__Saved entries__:

▼▼▼

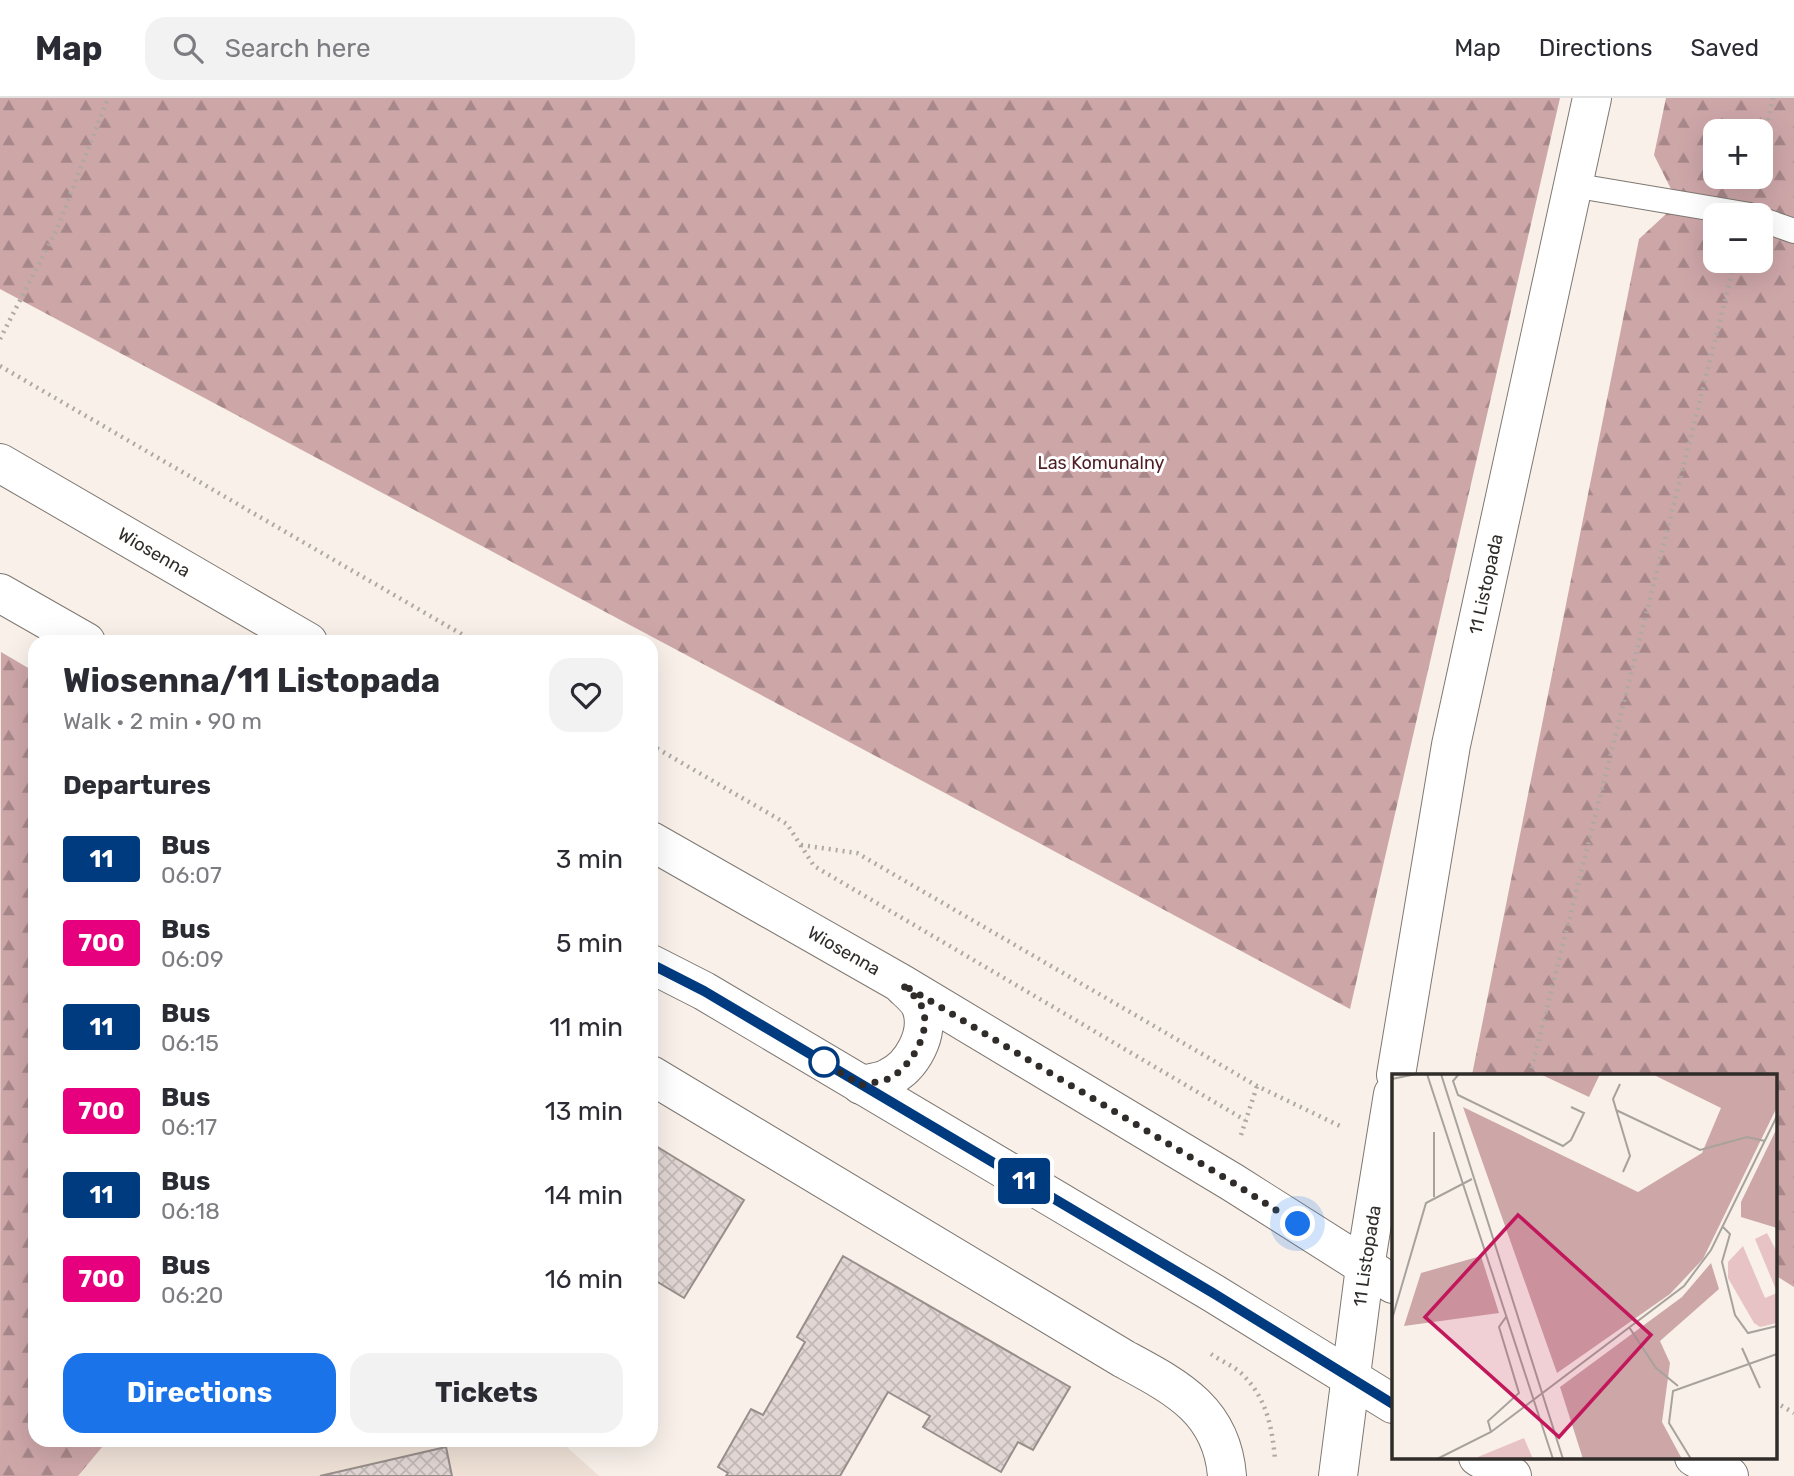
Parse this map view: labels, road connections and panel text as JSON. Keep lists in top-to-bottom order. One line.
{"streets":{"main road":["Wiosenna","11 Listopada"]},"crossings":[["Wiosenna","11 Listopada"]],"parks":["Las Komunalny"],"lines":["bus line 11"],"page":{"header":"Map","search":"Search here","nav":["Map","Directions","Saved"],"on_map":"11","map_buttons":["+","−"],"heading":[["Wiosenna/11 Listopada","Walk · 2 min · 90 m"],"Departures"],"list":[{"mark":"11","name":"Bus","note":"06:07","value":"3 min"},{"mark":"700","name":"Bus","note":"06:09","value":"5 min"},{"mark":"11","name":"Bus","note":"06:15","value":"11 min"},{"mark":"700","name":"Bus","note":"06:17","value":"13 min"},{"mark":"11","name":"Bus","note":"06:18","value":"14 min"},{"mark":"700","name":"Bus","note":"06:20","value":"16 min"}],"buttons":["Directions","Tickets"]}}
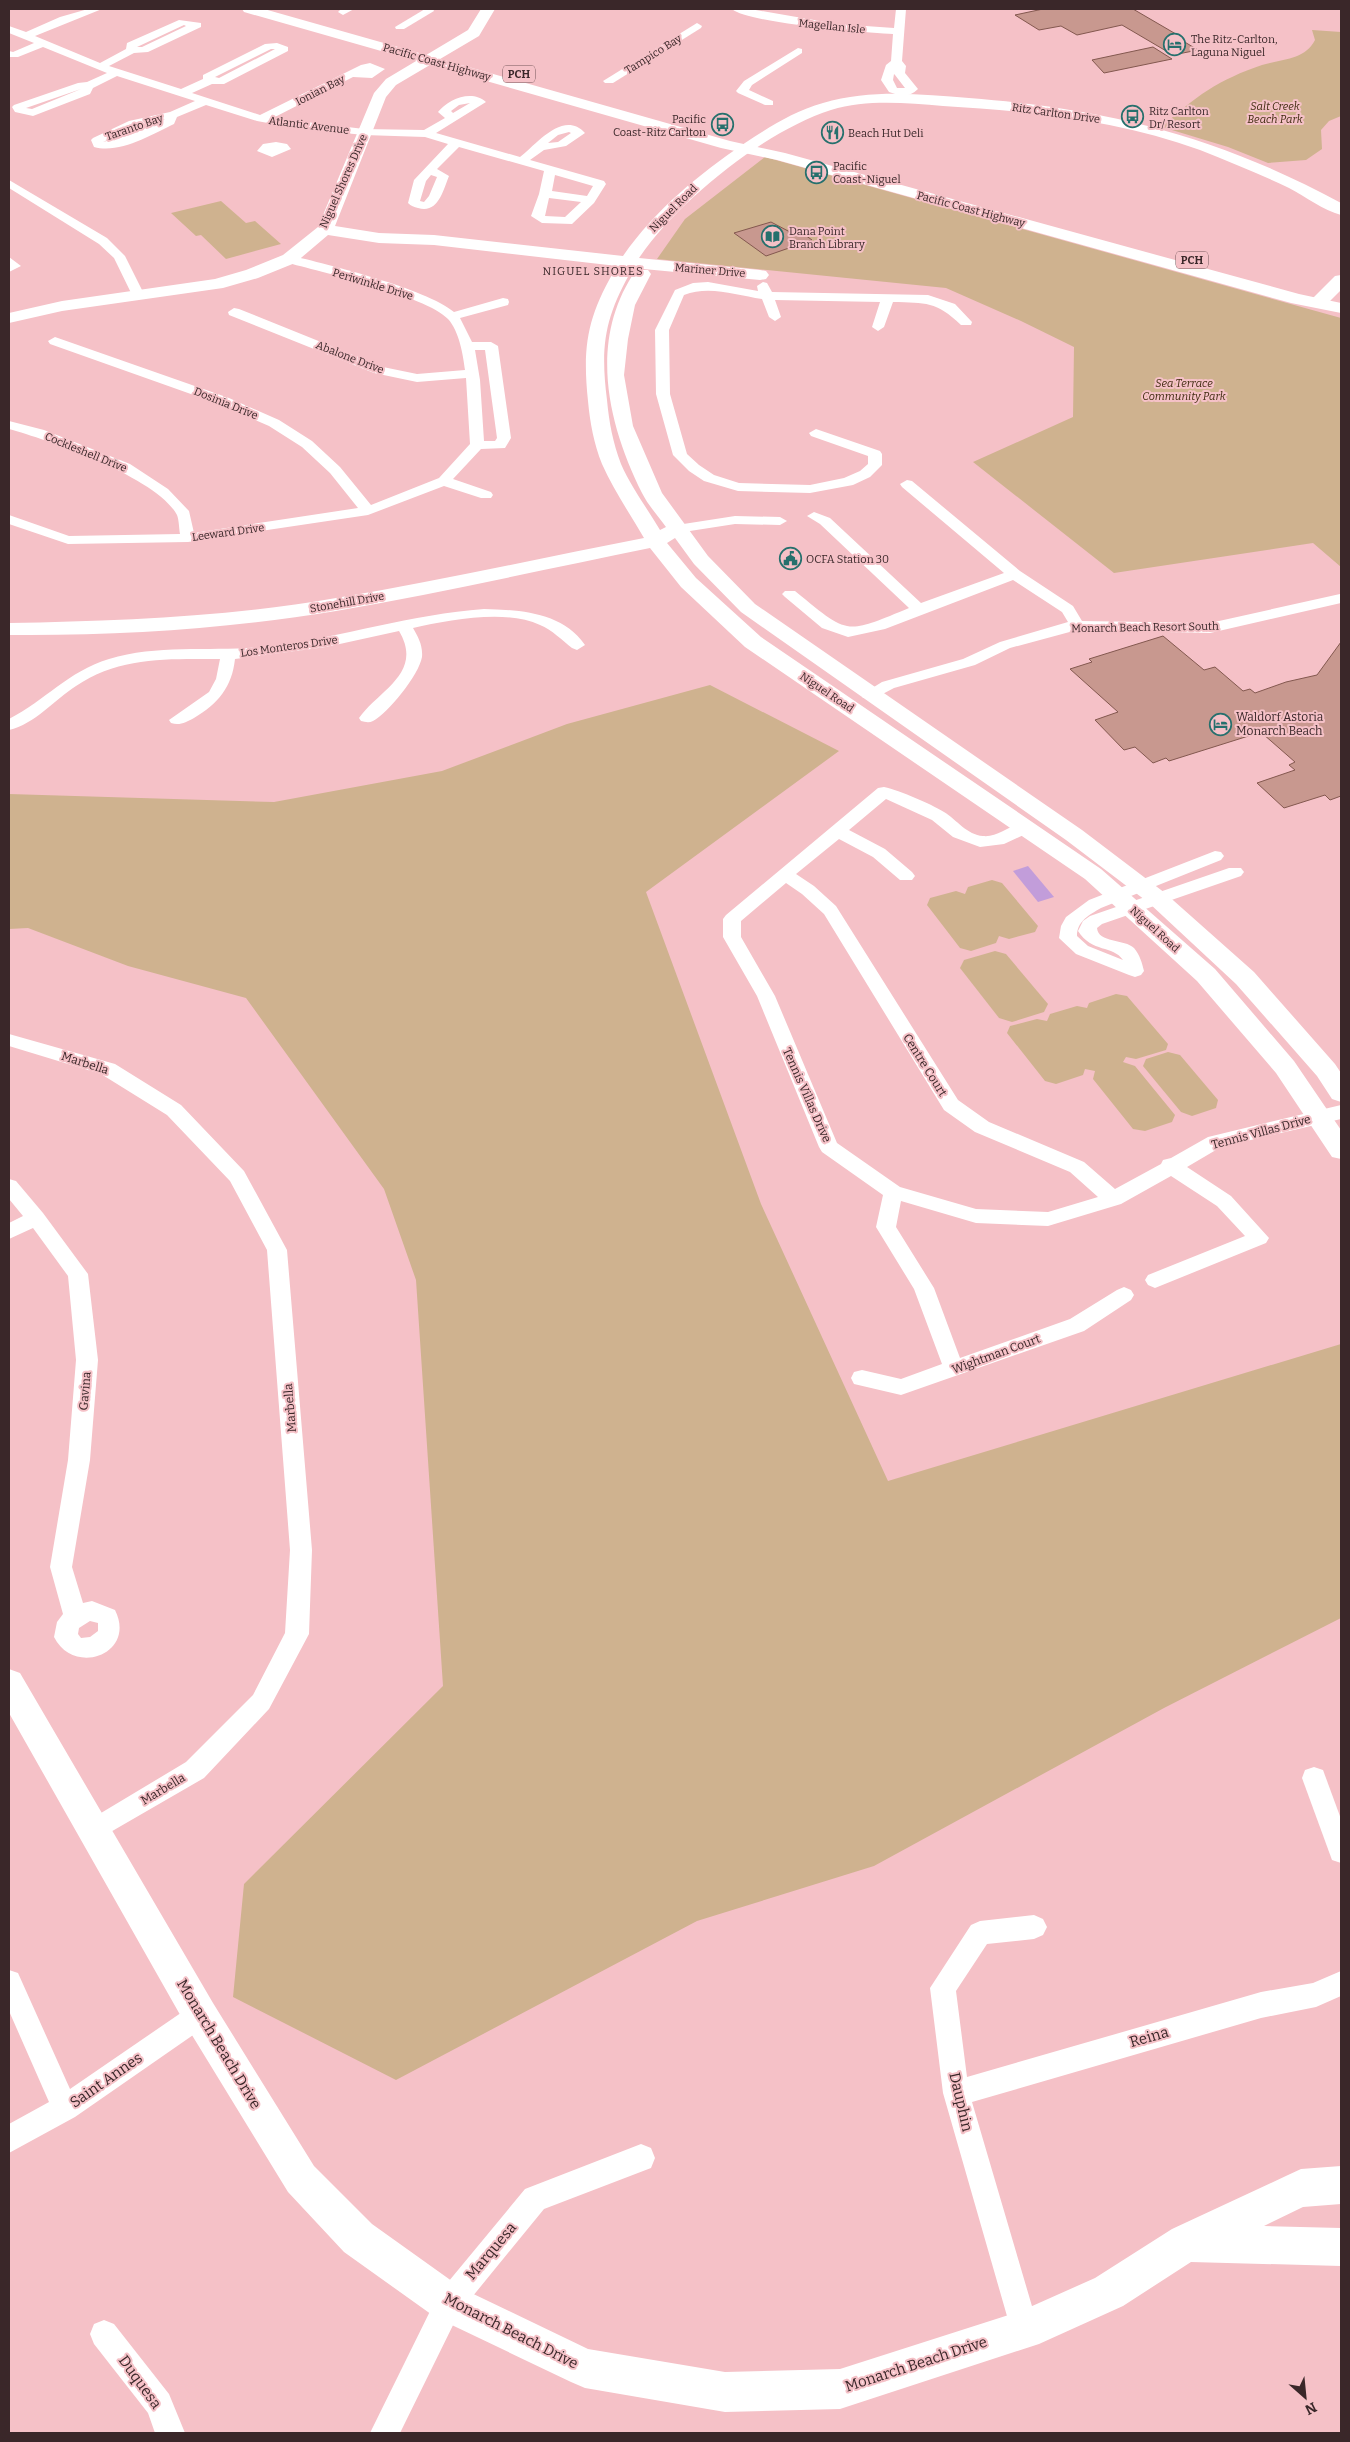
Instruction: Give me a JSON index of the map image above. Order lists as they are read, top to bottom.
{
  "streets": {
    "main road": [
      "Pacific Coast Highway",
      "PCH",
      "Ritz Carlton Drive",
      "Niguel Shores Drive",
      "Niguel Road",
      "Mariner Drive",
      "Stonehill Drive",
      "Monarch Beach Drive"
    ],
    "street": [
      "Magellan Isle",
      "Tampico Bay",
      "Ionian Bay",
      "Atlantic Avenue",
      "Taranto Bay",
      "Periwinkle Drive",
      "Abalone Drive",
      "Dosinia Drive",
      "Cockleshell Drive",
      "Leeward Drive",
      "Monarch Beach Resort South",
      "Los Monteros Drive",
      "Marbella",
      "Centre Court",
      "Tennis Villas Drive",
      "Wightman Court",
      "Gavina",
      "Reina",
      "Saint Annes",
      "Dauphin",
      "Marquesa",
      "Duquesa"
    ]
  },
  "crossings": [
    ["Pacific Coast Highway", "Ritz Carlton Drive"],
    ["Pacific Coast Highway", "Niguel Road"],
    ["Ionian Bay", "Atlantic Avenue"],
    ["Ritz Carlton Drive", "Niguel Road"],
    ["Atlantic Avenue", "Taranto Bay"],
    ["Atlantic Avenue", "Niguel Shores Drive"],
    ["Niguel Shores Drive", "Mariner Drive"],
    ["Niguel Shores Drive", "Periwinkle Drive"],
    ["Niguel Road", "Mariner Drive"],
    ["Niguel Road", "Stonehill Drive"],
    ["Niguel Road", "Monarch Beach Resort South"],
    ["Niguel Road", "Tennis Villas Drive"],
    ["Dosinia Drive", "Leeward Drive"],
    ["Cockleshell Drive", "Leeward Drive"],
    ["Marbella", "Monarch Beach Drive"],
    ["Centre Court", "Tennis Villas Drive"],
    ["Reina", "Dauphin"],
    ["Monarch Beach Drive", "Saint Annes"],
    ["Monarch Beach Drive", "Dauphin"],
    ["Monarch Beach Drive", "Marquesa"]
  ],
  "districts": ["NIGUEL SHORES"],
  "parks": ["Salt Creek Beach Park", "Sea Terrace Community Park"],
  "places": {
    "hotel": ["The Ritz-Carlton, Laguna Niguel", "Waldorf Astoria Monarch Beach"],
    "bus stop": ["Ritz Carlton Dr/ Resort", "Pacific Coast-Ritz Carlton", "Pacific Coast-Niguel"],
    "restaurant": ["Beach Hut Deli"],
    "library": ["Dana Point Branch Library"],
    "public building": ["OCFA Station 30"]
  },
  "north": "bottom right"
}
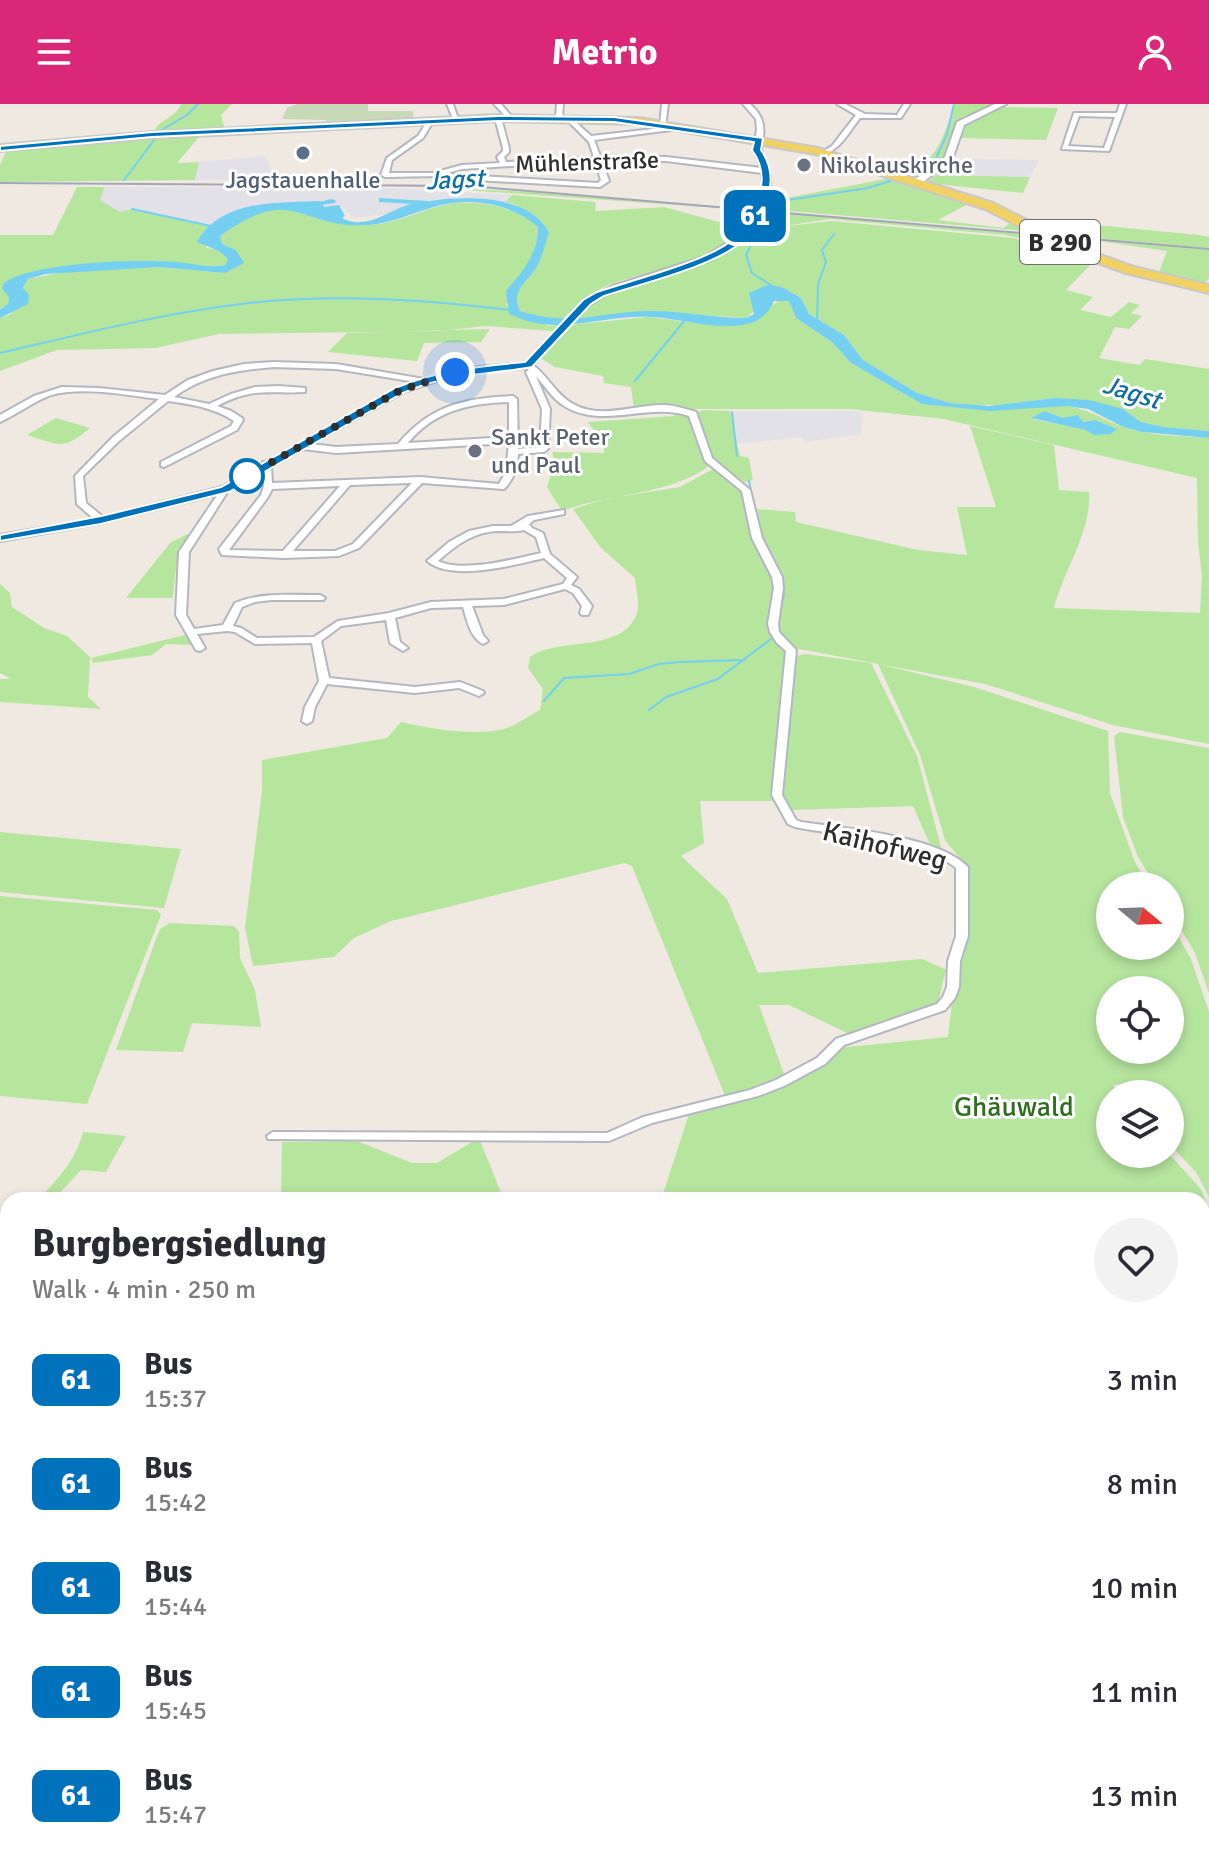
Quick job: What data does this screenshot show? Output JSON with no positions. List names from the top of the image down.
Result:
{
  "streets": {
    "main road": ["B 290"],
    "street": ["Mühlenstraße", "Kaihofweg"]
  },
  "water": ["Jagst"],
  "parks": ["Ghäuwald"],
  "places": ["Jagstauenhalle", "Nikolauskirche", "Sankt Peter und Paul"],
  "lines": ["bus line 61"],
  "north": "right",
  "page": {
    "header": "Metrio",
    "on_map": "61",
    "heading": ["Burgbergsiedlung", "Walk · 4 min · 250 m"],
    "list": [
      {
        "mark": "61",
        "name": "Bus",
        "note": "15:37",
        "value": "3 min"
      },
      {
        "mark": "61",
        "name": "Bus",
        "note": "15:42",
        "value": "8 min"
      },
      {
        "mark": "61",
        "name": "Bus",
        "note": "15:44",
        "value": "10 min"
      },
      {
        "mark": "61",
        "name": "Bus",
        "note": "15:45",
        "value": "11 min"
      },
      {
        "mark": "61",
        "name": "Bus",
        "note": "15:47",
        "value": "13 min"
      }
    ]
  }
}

▲▲▲

__WORK INSTRUCTIONS__:
Compute the number of lines in the records that contain the string "Mariner", and return that number alone.

__RESPONSE TO THE EXERCISE__:
3